■ WHAT YOU SHOULD DO: Take each line in the entries below that holds "Bebidas" and show it.

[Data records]
=== Section Start ===

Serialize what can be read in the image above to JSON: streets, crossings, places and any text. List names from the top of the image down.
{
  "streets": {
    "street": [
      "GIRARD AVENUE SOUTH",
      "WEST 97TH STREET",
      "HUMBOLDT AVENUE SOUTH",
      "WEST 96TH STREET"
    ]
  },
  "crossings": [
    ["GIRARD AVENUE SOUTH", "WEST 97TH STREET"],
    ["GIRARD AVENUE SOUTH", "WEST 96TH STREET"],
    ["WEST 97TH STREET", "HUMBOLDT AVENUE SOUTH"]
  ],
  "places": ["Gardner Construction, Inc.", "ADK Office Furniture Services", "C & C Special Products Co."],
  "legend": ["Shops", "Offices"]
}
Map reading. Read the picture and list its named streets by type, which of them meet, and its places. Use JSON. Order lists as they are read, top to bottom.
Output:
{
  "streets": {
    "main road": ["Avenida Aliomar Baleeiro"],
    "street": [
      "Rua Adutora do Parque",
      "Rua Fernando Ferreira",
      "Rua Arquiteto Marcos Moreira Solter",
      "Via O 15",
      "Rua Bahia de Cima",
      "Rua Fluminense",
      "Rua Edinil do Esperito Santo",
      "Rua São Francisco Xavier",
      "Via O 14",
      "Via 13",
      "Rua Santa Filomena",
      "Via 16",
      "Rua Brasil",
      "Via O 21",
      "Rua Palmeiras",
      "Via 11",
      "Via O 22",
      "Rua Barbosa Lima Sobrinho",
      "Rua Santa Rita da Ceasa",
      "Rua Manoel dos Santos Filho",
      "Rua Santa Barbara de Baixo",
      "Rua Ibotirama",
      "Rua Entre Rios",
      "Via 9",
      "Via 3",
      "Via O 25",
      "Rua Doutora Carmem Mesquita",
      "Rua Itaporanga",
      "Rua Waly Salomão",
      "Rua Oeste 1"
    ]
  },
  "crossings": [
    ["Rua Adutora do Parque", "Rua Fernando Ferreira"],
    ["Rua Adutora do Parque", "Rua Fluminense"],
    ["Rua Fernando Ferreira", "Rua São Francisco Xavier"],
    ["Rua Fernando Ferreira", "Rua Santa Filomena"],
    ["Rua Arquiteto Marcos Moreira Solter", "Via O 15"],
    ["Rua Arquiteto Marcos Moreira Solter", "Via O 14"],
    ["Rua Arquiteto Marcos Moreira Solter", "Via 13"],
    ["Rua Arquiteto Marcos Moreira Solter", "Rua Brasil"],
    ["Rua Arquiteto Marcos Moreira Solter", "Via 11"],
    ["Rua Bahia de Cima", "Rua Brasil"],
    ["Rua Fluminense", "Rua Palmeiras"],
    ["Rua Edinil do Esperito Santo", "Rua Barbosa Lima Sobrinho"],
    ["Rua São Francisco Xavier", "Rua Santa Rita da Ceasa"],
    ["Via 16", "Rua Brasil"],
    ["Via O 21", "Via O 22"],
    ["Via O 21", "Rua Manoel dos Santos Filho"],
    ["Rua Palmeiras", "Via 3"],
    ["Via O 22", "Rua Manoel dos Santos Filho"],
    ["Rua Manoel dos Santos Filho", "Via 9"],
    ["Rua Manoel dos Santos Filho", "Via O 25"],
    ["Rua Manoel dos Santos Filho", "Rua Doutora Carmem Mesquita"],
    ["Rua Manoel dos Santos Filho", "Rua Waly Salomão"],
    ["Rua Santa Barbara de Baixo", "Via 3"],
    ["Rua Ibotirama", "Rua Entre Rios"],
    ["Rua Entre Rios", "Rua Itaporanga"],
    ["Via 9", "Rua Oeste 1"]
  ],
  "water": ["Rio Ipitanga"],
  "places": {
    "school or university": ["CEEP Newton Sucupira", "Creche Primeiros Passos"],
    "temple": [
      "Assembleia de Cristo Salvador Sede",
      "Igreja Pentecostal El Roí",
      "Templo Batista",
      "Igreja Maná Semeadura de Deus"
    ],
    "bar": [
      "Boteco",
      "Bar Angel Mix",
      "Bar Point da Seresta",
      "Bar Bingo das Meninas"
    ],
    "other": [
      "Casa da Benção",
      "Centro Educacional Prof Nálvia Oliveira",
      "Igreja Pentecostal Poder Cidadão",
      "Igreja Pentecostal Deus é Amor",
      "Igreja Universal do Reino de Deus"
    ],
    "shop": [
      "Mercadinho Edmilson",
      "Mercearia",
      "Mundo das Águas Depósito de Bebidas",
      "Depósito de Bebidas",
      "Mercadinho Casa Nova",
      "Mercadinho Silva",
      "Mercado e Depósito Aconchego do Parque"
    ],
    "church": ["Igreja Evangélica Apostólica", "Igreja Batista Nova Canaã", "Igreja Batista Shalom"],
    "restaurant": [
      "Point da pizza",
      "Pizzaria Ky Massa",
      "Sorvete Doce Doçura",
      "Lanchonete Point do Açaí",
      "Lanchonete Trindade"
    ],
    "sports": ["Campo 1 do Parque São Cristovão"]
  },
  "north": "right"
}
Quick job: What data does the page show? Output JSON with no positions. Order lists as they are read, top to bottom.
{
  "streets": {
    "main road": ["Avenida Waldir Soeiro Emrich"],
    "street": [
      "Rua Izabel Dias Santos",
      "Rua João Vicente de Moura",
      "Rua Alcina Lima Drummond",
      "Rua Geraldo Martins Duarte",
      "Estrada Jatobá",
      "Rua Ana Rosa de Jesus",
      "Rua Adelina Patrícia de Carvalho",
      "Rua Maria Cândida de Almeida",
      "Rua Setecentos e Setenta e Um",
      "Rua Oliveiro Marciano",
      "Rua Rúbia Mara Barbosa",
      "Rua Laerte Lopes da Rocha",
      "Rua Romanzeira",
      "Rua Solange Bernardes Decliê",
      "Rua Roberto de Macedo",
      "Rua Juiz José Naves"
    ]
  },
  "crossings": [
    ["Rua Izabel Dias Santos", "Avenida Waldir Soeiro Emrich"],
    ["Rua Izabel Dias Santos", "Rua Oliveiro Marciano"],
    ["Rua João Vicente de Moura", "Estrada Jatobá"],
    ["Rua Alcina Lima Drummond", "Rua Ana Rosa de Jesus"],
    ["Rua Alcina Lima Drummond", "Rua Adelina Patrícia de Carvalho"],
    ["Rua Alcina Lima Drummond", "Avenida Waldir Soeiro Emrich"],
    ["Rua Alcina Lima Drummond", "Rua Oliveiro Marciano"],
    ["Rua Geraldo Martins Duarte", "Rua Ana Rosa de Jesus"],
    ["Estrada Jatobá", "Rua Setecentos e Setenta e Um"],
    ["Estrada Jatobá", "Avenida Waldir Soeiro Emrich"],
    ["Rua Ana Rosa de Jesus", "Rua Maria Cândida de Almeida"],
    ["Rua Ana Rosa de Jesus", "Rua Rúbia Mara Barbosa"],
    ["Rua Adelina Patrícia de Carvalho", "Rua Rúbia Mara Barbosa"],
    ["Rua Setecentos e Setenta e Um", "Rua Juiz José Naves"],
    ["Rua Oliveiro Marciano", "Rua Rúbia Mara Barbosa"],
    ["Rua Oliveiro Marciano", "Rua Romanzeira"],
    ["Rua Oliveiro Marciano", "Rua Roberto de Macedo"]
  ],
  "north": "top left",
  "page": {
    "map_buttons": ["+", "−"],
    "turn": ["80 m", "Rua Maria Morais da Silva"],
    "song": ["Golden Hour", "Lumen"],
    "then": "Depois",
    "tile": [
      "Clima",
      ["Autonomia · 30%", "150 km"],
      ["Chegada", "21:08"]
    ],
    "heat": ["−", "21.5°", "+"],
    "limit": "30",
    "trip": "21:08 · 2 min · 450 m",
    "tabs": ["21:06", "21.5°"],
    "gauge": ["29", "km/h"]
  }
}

=== Section End ===

■ OUTPUT OF THE EXERCISE:
      "Mundo das Águas Depósito de Bebidas",
      "Depósito de Bebidas",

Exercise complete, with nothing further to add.